Les serments de Strasbourg (6)

Philologie d'Orient et d'Occident (Hors-série)

La naissance d'une langue nationale

Réflexions politico-linguistiques sur les Serments de Strasbourg (6)     Le 11/09  2016   Tokyo   K.

 

   De la stabilisation linguistique vers la création poétique

   Louis le Pieux avait, en plus des trois fils qui s'engagèrent dans le traité de Verdun, un enfant né entre Lothaire et Louis, Pépin, qui était roi d'Aquitaine. Ce souverain, après s'être plusieurs fois révolté contre l'empereur son père et réconcilié avec lui, mourut assez jeune, à Poitiers. Son territoire d'influence fut repris par son fils, Pépin II. Averti de la teneur du traité du Verdun, qui stipulait que toute l'Aquitaine passerait sous l'autorité de son oncle, Charles le Chauve qui avait le même âge que lui, Pépin II, naguère associé à Lothaire, recommença à se révolter pour défendre ses vieilles revendications territoriales, c'est-à-dire pour réclamer à Charles sa part d'héritage. Celui-ci leva son armée et descendit dans le Midi pour attaquer Toulouse. Nithard, à la tête de sa troupe de renfort, partit avec d'autres fidèles de Charles pour le rejoindre en Aquitaine et, près d'Angoulême, il rencontra les troupes de Pépin II, qui accouraient pour l'empêcher de progresser. Il fut tué dans cette rencontre (en 844 ou 845). Après bien des péripéties, la révolte perdit de sa force et finalement la plus grande partie de l'Aquitaine fut annexée au royaume de Charles le Chauve vers 850.
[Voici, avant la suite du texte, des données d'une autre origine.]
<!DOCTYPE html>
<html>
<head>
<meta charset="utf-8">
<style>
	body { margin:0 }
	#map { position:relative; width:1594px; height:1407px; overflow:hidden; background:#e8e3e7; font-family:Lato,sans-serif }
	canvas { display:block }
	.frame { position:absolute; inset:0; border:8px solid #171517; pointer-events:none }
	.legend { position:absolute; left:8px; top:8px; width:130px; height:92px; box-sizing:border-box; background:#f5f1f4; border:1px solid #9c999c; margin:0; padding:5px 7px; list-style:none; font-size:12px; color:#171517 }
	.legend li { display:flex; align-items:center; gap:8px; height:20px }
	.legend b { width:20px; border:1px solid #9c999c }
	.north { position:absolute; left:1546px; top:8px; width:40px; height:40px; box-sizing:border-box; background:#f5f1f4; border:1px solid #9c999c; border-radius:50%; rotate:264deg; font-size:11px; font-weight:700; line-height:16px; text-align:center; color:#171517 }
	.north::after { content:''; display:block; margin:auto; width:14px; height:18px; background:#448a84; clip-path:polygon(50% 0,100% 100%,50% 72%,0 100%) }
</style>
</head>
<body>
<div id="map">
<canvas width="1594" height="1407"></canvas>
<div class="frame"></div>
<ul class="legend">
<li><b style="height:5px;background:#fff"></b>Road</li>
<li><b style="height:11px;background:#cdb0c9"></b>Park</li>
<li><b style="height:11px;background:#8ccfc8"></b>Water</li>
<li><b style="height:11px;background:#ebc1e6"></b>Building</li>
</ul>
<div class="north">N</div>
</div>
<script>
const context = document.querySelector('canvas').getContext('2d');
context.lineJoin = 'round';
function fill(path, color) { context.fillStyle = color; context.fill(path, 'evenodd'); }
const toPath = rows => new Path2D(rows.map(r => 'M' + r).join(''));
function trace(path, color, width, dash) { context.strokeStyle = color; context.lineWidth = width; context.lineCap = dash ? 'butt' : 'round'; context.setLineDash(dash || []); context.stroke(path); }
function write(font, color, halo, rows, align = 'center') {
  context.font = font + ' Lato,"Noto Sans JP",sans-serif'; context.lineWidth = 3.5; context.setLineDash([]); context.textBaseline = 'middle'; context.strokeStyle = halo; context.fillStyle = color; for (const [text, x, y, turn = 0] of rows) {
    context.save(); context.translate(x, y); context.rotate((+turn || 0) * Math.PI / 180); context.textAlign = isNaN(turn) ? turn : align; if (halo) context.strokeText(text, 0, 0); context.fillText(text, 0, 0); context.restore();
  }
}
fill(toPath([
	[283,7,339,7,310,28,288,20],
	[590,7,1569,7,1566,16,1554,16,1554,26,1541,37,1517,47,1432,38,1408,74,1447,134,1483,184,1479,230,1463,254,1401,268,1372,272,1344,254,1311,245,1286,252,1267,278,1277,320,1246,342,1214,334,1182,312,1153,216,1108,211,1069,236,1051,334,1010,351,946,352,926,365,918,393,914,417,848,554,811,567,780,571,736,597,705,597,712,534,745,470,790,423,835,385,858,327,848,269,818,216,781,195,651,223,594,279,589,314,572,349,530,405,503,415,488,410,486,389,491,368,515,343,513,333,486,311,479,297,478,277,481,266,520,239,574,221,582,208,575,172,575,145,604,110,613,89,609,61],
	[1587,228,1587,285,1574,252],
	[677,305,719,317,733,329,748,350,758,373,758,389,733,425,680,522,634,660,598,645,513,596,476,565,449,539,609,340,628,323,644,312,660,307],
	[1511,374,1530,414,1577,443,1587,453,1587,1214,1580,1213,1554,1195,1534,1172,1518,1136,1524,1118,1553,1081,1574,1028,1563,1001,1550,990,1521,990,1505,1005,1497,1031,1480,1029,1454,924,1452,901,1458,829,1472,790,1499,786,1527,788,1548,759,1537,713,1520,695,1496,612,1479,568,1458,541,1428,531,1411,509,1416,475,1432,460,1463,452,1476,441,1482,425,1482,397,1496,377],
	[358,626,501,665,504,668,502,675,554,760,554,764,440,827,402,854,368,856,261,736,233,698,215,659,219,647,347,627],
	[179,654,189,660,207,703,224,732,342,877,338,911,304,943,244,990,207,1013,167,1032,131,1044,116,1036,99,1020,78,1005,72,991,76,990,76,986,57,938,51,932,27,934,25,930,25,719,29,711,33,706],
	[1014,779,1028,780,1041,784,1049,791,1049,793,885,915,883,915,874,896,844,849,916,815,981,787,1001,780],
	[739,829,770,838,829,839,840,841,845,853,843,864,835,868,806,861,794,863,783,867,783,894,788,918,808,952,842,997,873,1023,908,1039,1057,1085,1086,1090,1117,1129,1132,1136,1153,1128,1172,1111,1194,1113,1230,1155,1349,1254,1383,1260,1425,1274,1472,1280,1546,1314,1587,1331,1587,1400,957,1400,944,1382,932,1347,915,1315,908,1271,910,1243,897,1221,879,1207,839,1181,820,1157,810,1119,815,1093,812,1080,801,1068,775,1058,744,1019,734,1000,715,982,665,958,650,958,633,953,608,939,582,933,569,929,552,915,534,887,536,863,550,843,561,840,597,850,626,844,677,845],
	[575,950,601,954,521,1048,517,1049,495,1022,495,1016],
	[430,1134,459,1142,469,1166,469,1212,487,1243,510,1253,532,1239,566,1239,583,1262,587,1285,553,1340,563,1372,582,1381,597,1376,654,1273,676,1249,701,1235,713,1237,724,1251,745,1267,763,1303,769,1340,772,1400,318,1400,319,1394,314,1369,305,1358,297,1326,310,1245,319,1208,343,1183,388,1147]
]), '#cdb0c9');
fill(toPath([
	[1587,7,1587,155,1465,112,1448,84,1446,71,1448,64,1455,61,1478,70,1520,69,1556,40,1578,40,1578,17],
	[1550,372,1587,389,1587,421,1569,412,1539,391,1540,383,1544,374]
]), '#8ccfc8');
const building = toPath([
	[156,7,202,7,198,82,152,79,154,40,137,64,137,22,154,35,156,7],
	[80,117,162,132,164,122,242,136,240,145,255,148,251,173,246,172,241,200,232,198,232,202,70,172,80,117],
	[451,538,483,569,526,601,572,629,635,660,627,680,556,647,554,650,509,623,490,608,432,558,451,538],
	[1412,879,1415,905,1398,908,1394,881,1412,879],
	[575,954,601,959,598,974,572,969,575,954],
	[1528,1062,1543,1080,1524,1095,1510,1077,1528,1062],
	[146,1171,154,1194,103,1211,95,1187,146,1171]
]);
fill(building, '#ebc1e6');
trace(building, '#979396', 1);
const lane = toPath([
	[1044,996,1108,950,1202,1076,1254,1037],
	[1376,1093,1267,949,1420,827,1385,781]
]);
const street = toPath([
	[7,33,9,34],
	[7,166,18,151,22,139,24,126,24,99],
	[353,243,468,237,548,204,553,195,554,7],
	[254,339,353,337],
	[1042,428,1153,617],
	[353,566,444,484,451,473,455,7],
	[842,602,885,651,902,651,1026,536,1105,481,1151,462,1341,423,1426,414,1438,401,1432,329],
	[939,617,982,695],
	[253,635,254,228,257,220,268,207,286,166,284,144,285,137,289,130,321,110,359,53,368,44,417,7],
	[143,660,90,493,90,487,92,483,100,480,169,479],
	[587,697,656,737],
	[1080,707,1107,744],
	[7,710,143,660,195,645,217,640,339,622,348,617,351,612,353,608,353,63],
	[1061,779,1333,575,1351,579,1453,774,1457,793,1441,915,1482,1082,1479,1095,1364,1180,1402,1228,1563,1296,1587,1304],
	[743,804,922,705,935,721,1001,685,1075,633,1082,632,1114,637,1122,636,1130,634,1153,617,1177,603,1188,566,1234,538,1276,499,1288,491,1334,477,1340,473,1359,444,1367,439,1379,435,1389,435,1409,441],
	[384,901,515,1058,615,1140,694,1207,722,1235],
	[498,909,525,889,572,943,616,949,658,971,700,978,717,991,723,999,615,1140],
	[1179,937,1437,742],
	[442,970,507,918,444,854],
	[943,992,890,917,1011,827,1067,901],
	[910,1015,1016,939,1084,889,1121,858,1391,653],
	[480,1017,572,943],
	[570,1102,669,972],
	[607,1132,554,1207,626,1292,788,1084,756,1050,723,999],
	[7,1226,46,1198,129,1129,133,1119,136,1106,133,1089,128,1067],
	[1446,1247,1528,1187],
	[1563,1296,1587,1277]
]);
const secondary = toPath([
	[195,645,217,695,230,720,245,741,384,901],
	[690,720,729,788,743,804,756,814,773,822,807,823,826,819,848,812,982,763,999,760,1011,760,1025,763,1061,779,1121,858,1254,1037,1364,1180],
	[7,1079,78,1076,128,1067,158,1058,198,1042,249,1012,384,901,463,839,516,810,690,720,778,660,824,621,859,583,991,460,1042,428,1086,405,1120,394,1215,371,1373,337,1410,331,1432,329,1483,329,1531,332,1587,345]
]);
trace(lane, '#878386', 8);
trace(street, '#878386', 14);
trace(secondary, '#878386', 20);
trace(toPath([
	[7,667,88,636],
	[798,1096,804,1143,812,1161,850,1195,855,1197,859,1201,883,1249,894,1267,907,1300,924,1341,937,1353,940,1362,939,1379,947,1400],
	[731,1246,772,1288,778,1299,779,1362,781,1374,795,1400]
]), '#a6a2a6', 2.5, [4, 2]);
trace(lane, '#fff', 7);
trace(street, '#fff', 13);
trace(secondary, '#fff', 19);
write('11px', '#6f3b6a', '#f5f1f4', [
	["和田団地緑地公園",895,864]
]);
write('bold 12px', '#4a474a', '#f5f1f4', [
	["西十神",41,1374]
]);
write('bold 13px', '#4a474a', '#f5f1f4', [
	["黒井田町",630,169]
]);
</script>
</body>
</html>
   Le conflit intestin de la famille impériale n'en finit pas pour autant. On vit souvent l'empire et les royaumes changer de souverain. Les seigneurs et leurs hommes, cependant habitués au nouvel ordre des choses et occupés à la défense et au maintien de leurs terres, cessèrent de s'ingérer, pour la bonne cause ou non, dans les affaires des pays étrangers où l'on parlait d'autres langues que la leur. Ce phénomène de conservatisme, qui se précisait approximativement depuis le milieu du IXe s., n'était pas favorable au pape, qui, tout en maintenant le système impérial comme agent laïque d'exécution de la maison de Dieu, voulait s'en servir pour exercer son pouvoir moral sur toute la chrétienté. Les incursions des Vikings, commencées dès le début du siècle, mais de plus en plus nombreuses et sanglantes, ne firent qu'exaspérer cette tendance. Tout en partageant la même morale, dictée par la foi chrétienne, les nations naissantes, refermées sur elles-mêmes, se cloisonnèrent. Ce fut un âge d'or pour les activités monastiques.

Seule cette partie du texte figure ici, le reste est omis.